The NSF is charged with expanding existing graduate research fellowship and traineeship programs. To do so, the foundation will need to work with graduate schools to establish professional science master's degree programs. In addition, the Act encourages scientists to further investigate nanotechnology, supercomputing and alternative energy sources.
The new legislation will authorize $937 million in 2011 to the National Institute of Standards and Technology (NIST). The NIST will also be required to dedicate at least 8 percent of its annual funding to high-risk research that, it is hoped, will yield innovative results. NASA will be directed to contribute to the country's competitiveness and innovation by increased participation and funding for basic space research.

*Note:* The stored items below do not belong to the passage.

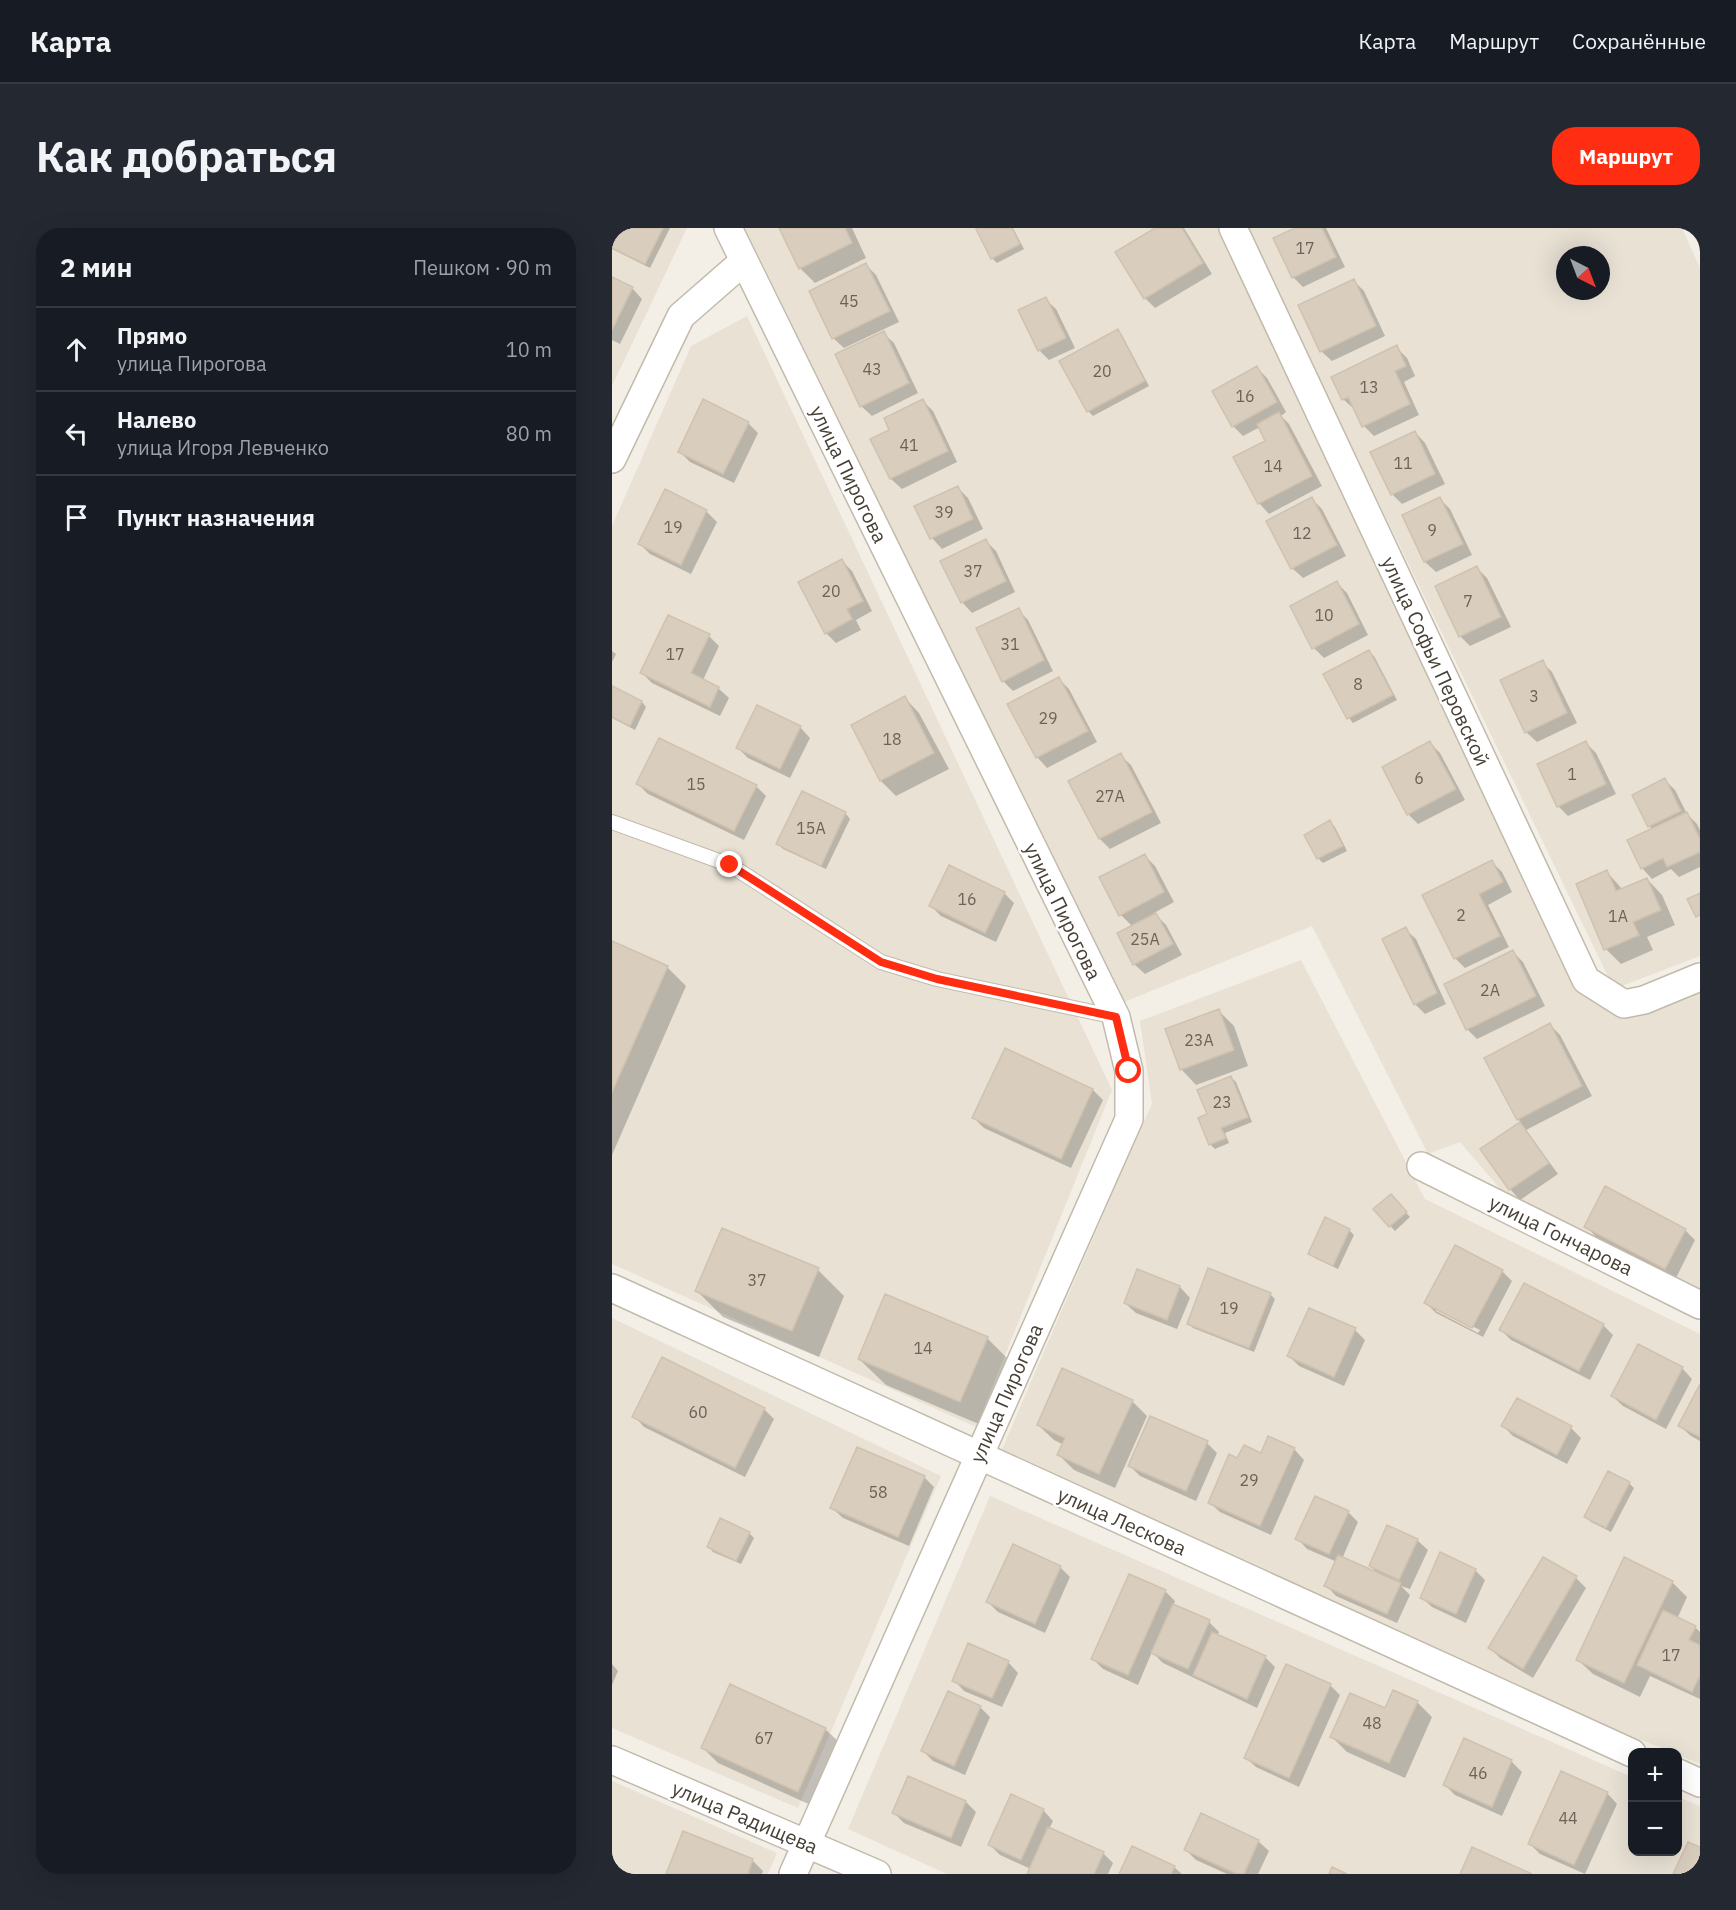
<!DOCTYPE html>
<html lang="ru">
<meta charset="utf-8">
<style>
body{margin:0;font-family:"IBM Plex Sans",sans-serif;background:#242831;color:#f1f3f6}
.controls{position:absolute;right:18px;bottom:18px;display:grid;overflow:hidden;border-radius:12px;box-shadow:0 6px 24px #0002}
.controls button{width:54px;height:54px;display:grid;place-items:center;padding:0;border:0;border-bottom:2px solid #363941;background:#171b24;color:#f1f3f6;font:30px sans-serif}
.compass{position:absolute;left:944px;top:18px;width:54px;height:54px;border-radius:50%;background:#171b24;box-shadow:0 6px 24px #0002;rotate:138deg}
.stop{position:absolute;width:18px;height:18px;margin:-14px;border:4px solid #ff2e12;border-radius:50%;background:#fff}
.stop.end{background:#ff2e12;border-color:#fff;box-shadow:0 2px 6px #0008}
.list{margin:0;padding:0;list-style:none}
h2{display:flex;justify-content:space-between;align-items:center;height:78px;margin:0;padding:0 24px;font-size:26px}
h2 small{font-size:20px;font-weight:400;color:#9ea1a6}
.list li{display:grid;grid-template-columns:39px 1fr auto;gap:18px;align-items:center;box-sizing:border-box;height:84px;padding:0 24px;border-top:2px solid #363941}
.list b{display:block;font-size:22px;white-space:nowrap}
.list p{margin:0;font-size:20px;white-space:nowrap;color:#9ea1a6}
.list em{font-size:20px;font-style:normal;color:#9ea1a6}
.icon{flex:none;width:33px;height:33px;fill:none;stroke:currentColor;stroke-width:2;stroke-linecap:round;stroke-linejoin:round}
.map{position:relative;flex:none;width:1088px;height:1646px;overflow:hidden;border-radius:24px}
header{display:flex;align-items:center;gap:36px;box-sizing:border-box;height:84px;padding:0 30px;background:#171b24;border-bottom:2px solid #363941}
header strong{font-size:28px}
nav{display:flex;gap:33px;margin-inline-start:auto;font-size:21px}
.intro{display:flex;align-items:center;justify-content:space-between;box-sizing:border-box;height:144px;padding:0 36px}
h1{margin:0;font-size:42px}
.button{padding:15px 27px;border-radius:24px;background:#ff2e12;color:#fff;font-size:21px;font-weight:700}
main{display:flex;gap:36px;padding:0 36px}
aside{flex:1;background:#171b24;border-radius:24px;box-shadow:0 6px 24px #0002}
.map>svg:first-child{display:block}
.residential{fill:#e8e1d4;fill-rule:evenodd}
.shadow{fill:#0003;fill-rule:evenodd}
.building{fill:#d9cdbe;stroke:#d1c2ae;stroke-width:1.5}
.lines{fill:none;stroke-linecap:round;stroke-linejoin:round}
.service-casing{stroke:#c2baab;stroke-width:16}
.minor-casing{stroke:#c2baab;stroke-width:30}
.service{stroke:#fff;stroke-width:14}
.minor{stroke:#fff;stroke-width:27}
.route{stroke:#ff2e12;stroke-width:8}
.labels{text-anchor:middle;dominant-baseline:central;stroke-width:5;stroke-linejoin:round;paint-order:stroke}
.number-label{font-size:16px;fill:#6c6257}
.street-label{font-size:20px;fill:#473f35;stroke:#fff}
</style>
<header>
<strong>Карта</strong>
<nav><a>Карта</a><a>Маршрут</a><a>Сохранённые</a></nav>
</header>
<div class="intro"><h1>Как добраться</h1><a class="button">Маршрут</a></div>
<main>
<aside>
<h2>2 мин<small>Пешком · 90 m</small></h2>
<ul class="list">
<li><svg class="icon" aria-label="ahead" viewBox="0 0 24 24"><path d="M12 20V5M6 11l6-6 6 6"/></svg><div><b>Прямо</b><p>улица Пирогова</p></div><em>10 m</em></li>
<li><svg class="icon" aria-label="left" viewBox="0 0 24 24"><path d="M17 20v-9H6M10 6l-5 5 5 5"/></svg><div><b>Налево</b><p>улица Игоря Левченко</p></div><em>80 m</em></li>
<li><svg class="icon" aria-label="arrive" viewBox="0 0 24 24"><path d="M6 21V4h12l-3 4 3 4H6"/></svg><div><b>Пункт назначения</b></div></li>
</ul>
</aside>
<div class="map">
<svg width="1088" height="1646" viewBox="0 0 1088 1646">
<rect width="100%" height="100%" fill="#f4efe6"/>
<path class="residential" d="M0,0H75L0,158Z
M133,0H608L967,761L1011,787L1038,785L1088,763V1065L895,969L848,914L816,926L700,698L512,774Z
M634,0H1070L1088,40V728L1002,761ZM953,27H989V63H953Z
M135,88L500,862L364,1199L0,1036V298L79,118Z
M689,732L813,971L1088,1106V1536L1066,1527V1524H1060L984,1494L390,1221L509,945L540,876L528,793Z
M0,1090L329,1248L186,1580L0,1500Z
M378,1268L1020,1549V1624H1066V1569L1088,1578V1646H335L236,1601Z
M0,1553L165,1625L156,1646H0Z"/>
<path class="shadow" d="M0,0H58L38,40L0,21Z
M169,0H240L254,30L203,55L188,40Z
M370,0H401L412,21L385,35L380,30Z
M546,0H572L600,46L543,80L533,70Z
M687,0H714L733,39L691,59L681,49Z
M254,37L264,47L287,94L232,120L221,110Z
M0,51L20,60L30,71L8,116L0,112Z
M742,53L752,63L773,108L720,133L709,123Z
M433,71L444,81L463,120L437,132L427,122Z
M505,103L510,107L537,158L481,188L476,183L449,133Z
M271,105L282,115L306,165L260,188L249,178Z
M784,119L795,130L803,148L792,154L807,187L762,208L752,198L743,180L742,181L731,171Z
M645,140L655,150L674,184L669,188L677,196L710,258L657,286L647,275L655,213L648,199L631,208L621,198Z
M311,173L321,183L345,234L290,261L279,251L260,212L279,202Z
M136,195L146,205L122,255L78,234L67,223Z
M803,204L813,215L833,256L790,276L780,266Z
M345,259L356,270L371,301L330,321L320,310L304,279Z
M53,263L94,283L105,294L79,346L38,326L28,316Z
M700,271L710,281L734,328L691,350L680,340Z
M828,271L838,281L860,327L824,344L813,334L792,288Z
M374,313L384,323L403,364L360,385L350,374Z
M230,333L240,343L260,383L244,392L249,402L224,415L214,405Z
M865,340L875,350L899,399L858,418L848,408Z
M725,355L735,365L756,407L712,430L702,420Z
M406,382L416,392L441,443L401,463L391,453Z
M57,389L97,408L107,418L91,452L106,460L117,470L108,488L40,455L30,445Z
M0,423L4,426L0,434Z
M757,424L762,428L785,472L741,495L737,490Z
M930,434L940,444L965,495L925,514L914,504Z
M447,451L457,461L485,514L435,540L425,529L398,476Z
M0,460L30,474L34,479L23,502L0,490Z
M292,469L307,485L337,541L284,568L269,553L241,497Z
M188,499L198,510L178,550L136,530L126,520Z
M818,515L828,525L853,572L806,596L796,586Z
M974,515L984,525L1004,566L956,588L946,578Z
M508,527L519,537L549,595L498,621L488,611L458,553Z
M1053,552L1063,562L1075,586L1085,596L1088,602V639L1067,649L1059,641L1040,651L1030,640L1040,602L1022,567Z
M26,556L144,558L154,568L132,612L36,566Z
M191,565L234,586L238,591L214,641L171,621L166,616Z
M718,594L723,599L735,623L711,635L706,630Z
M532,627L543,638L562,674L542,685L554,697L570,727L533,746L522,736L521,699L509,687Z
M880,634L890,644L900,664L876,677L897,719L853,740L843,730L812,668Z
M995,644L1011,662L1035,651L1050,667L1063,697L1035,709L1041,722L1009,736L994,721Z
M392,665L402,675L384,714L329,688L319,678Z
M793,701L804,711L834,776L813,786L803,776Z
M0,715L55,739L74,758L0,927Z
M901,724L911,734L933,778L865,811L855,801Z
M607,783L622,798L636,838L584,857L569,841Z
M938,797L948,807L980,868L914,902L946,946L908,972L898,961L870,922L909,895L906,891Z
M619,849L624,854L640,894L613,905L617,915L603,921L598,916Z
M481,862L491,872L459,940L372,900L362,890Z
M778,968L798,989L783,1003L763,981Z
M714,991L737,1002L742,1007L726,1041L703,1030L698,1025Z
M974,998L1073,1002L1083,1012L1064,1050L984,1009Z
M206,1042L232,1068L207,1129L111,1089L85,1063Z
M526,1043L568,1059L578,1070L565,1101L524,1085L513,1075Z
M890,1043L900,1053L871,1109L824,1085L814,1075ZM824,1080L868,1102L866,1105L824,1083Z
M658,1066L663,1071L642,1124L581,1100L576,1095Z
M991,1097L1001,1107L978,1152L899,1112L889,1102Z
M743,1102L753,1112L732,1158L687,1138L677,1128Z
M375,1110L401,1136L374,1199L274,1157L247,1131Z
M1070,1140L1080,1151L1054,1201L1011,1178L1000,1168Z
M1088,1160V1213L1079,1208L1068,1198Z
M905,1172L959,1200L969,1210L955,1236L901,1208L891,1198Z
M520,1173L535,1188L503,1260L462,1242L447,1227L452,1217L442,1212L426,1197Z
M152,1181L162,1191L133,1249L32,1199L22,1188Z
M595,1215L605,1225L584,1273L528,1248L518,1238Z
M682,1221L692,1232L659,1307L608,1284L597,1274L650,1227Z
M312,1249L322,1259L297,1318L231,1290L220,1280Z
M1017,1255L1022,1260L999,1304L979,1294L974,1289Z
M736,1284L746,1294L730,1331L767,1347L758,1338L805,1312L816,1322L798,1361L789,1358L798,1367L785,1395L724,1368L714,1357L725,1334L695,1321L685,1310Z
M137,1305L142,1310L129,1336L101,1324L97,1319Z
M448,1339L458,1349L433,1405L386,1384L376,1374Z
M863,1342L873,1352L854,1395L820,1379L809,1369Z
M964,1350L974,1360L921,1450L888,1430L878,1420Z
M1060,1354L1075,1369L1065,1391L1083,1399L1088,1404V1471L1038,1448L1028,1469L981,1446L965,1431Z
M553,1363L563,1373L561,1378L597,1394L607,1404L605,1408L653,1429L663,1439L645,1480L551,1435L540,1424L526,1457L491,1441L481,1431Z
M396,1434L406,1445L390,1479L352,1463L342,1452Z
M0,1436L6,1443L0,1457Z
M718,1457L728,1467L687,1559L644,1539L633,1529Z
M805,1474L820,1489L793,1550L735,1524L720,1509Z
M368,1479L378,1489L353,1547L321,1533L311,1523Z
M213,1501L229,1516L201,1578L106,1535L91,1520Z
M852,1512L900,1534L910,1544L890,1588L843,1567L832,1556Z
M296,1550L354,1574L364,1584L349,1619L292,1595L282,1585Z
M995,1565L1005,1576L973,1646L928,1626L918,1616Z
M431,1582L441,1593L437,1601L491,1625L501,1635L496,1646H417L419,1641L388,1627L377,1616Z
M72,1605L141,1633L151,1643L150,1646H55Z
M646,1613L657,1623L646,1646H615L584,1632L574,1622Z
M562,1639L570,1646H509Z"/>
<path class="building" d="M0,0H51L33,36L0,20Z
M167,0H233L240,15L187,41Z
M367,0H400L408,16L379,31L364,1Z
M543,0H570L591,35L532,71L503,24Z
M683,0H710L724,29L680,50L661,10Z
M254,35L278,83L220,111L197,63Z
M0,49L21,59L0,102Z
M742,51L764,98L708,124L686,77Z
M434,69L454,110L426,123L406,82Z
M506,101L533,153L475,184L447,133Z
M272,103L297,155L248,179L223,126Z
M785,117L794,138L783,143L798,176L750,199L736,169L730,172L719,149Z
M645,138L665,174L620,199L600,163Z
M91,171L137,194L111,246L66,224Z
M311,171L336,223L278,251L258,211L277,202L272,190Z
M667,184L700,248L646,276L621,229L653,213L645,196Z
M803,203L823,246L779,267L758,224Z
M346,258L361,291L318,311L302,278Z
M53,261L95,282L69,337L26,316Z
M700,269L725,317L679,341L654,293Z
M828,269L851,316L812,334L790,287Z
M374,311L394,353L349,375L328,333Z
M230,331L251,373L235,381L240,391L213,406L186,354Z
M865,338L889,389L847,409L823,358Z
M725,353L747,396L700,421L678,378Z
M407,380L432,432L390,454L364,400Z
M56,387L98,406L79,445L107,459L98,479L28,445Z
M757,422L781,467L735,491L711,446Z
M931,432L955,485L913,505L888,452Z
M447,449L476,503L424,530L395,476Z
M0,458L30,473L18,498L0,489Z
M293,468L322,525L268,553L239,497Z
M145,477L189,498L168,541L124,520Z
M47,510L145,557L122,603L24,556Z
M818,513L844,561L795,587L770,539Z
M974,513L994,556L945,579L925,536Z
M509,525L540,584L487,611L456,553Z
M1053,550L1069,583L1036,599L1020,567Z
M190,563L234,584L209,638L164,616Z
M1075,584L1088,611V624L1055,639L1051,630L1029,641L1015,612Z
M718,592L731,618L705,631L692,607Z
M533,626L552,664L507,688L487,649Z
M880,632L891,654L867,666L888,708L842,731L810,667Z
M337,637L393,664L373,705L317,678Z
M995,642L1004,663L1035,650L1049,682L1021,694L1027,707L992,722L964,656Z
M1088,665V687L1084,689L1075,671Z
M544,685L561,716L521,737L505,705Z
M794,699L825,765L802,777L770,711Z
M0,713L56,738L0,864Z
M901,722L924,768L854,802L832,756Z
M607,781L622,822L568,842L553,801Z
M938,795L970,858L905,892L872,830Z
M393,820L481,861L449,931L360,890Z
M619,848L636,889L609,900L614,910L597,917L586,890L595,886L585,862Z
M908,894L937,935L897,962L868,921Z
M993,958L1074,1001L1053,1041L972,999Z
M779,966L795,984L777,999L761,981Z
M713,989L738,1001L721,1038L696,1026Z
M110,1000L207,1040L180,1103L83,1063Z
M843,1017L891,1042L860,1100L812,1075Z
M596,1040L659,1065L637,1120L575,1096Z
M525,1041L568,1058L555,1092L512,1075Z
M912,1055L992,1096L967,1143L887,1102Z
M273,1066L376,1109L348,1174L246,1131Z
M697,1080L744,1100L722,1149L675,1128Z
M1026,1116L1071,1139L1044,1192L999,1168Z
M50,1129L153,1180L123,1240L20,1189Z
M450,1140L521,1172L487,1246L445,1227L453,1210L425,1197Z
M1088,1156V1209L1066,1198Z
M905,1170L960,1198L945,1227L889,1198Z
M538,1188L596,1213L574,1263L516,1238Z
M656,1208L683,1220L648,1298L596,1275L617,1226L625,1230L632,1217L649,1225Z
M245,1219L313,1248L286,1309L218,1280Z
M996,1243L1018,1254L994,1300L972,1289Z
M703,1268L737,1283L717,1326L683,1311Z
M108,1290L138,1304L124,1333L95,1319Z
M775,1297L806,1311L787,1352L757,1338Z
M401,1316L449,1338L423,1396L374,1374Z
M828,1324L864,1341L844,1386L808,1370Z
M726,1327L789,1355L775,1386L712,1358Z
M931,1329L965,1348L911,1441L876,1420Z
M1012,1329L1061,1353L1012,1455L964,1432Z
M517,1346L554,1362L516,1447L479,1431Z
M561,1376L598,1392L576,1441L539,1425Z
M1051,1382L1084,1398L1077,1412L1088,1417V1447L1080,1464L1025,1437Z
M600,1404L654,1428L635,1471L581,1447Z
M356,1415L397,1433L380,1470L340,1453Z
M674,1436L719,1456L677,1550L632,1530Z
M118,1456L214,1500L186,1564L89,1520Z
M781,1462L806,1473L777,1535L718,1509L738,1465L773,1480Z
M336,1463L369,1478L342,1538L309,1523Z
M852,1510L900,1532L880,1579L831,1557Z
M949,1543L996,1564L962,1637L916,1616Z
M296,1548L354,1573L339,1610L280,1585Z
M399,1566L432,1581L409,1632L376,1617Z
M589,1585L647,1612L632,1646H625L572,1622Z
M436,1599L492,1624L482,1646H415Z
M71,1603L141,1631L136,1646H54Z
M1076,1614L1088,1619V1646H1061Z
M520,1618L563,1638L559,1646H507Z
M860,1619L920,1646H848Z
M720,1639L735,1646H717Z"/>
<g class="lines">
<defs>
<path id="service" d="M0,594L118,637L269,734L325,751L504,789"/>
<path id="minor" d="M116,0L504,789L517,843V891L181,1646
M621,0L974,752L1012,776L1032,772L1088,749
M0,231L69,88L132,33
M809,938L1088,1077
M0,1060L1020,1525
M0,1532L265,1646
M1066,1545L1088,1555"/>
</defs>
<use href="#service" class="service-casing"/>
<use href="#minor" class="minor-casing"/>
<use href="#service" class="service"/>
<use href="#minor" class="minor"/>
</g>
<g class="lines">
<path class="route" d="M118,637L269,734L325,751L504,789L517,843"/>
</g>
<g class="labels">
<g class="number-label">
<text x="693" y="20">17</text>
<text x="237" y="73">45</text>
<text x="260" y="141">43</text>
<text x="490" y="143">20</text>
<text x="757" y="159">13</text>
<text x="633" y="168">16</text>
<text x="297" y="217">41</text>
<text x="791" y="235">11</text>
<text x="661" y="238">14</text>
<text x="332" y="284">39</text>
<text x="61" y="299">19</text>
<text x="820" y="302">9</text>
<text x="690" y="305">12</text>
<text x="361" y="343">37</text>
<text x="219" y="363">20</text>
<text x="856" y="373">7</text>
<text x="712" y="387">10</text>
<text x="398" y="416">31</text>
<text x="63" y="426">17</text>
<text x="746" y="456">8</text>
<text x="922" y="468">3</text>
<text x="436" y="490">29</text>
<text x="280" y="511">18</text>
<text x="960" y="546">1</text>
<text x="807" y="550">6</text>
<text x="84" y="556">15</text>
<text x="498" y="568">27А</text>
<text x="199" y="600">15А</text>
<text x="355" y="671">16</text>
<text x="849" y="687">2</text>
<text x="1006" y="688">1А</text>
<text x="533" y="711">25А</text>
<text x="878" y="762">2А</text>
<text x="587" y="812">23А</text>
<text x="610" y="874">23</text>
<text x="145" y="1052">37</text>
<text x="617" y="1080">19</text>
<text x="311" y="1120">14</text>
<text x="86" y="1184">60</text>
<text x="637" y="1252">29</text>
<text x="266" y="1264">58</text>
<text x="1059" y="1427">17</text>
<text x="760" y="1495">48</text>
<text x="152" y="1510">67</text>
<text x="866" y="1545">46</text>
<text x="956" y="1590">44</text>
</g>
<g class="street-label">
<text transform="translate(237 246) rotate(64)">улица Пирогова</text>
<text transform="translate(824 433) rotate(65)">улица Софьи Перовской</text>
<text transform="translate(451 683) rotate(64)">улица Пирогова</text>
<text transform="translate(949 1007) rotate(26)">улица Гончарова</text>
<text transform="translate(394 1165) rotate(-66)">улица Пирогова</text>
<text transform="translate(510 1293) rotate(24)">улица Лескова</text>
<text transform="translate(133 1589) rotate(23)">улица Радищева</text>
</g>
</g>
</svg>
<div class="controls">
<button>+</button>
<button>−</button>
</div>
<svg class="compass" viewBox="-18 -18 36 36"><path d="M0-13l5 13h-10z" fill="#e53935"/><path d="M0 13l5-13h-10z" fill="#9ea1a6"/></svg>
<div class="stop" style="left:517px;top:843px"></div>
<div class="stop end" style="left:118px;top:637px"></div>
</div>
</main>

Strengthening educational opportunities
The America Competes Act is designed to strengthen educational opportunities in the STEM and critical foreign language fields from the elementary to the high school level. States will receive competitive grants in order to better align elementary and secondary education. The ultimate goal is for American students to receive the knowledge and skills to excel in higher levels of education, the Armed Forces and the nation's workforce.
The Act calls for the recruitment of more science and mathematics teachers and establishes new training and education programs for experienced teachers in those fields to enhance their skills. States will be provided with help in creating and enhancing mathematics and science specialty schools available for students across the state.
The Act emphasizes the need for the development of bachelor's and master's programs in the STEM and foreign language fields that teachers can utilize to augment their knowledge and teaching skills. The National Laboratories are being partnered up with needy schools to create science and mathematics schools of excellence. In addition, the NSF will be required to work with colleges and universities to expand STEM field programs.
The America Competes Act will encourage institutions of higher education, departments of mathematics, engineering, science or foreign languages, teacher preparation programs and needy schools to establish partnerships. Competitive grants will underwrite the establishment of master's degree programs in mathematics, science and foreign languages. Grants will last five years and programs that receive them will be required to match the funds.
The NSF will have to create some type of clearinghouse to ensure that professional science master's degree programs and other advanced degree programs share the same elements. The Act focuses on bringing more females into the study of the STEM and foreign language fields by providing them with female mentors employed in the fields. Colleges will be provided with grants meant to give females the proper training for high-paying technical employment in the fields as well.
Congress has more on its plate
In his speech following the signing of the America Competes Act, President Bush stated that the goal is to "lead the world in human talent and creativity." However, he also indicated that Congress has more to do in order to accomplish this goal. He supports an initiative that would, over the next eight years, equip 30,000 additional math and science professionals with the ability to teach in classrooms.
While the America Competes Act is a step in the right direction to fostering innovation and competitiveness in the United States, much still remains to be done. The President expressed concern about attracting and retaining the finest workers, as well as about the possible creation of duplicate programs, which could result in counterproductive efforts and budgetary waste. It will be interesting to see how the America Competes Act will change the state of graduate education and research.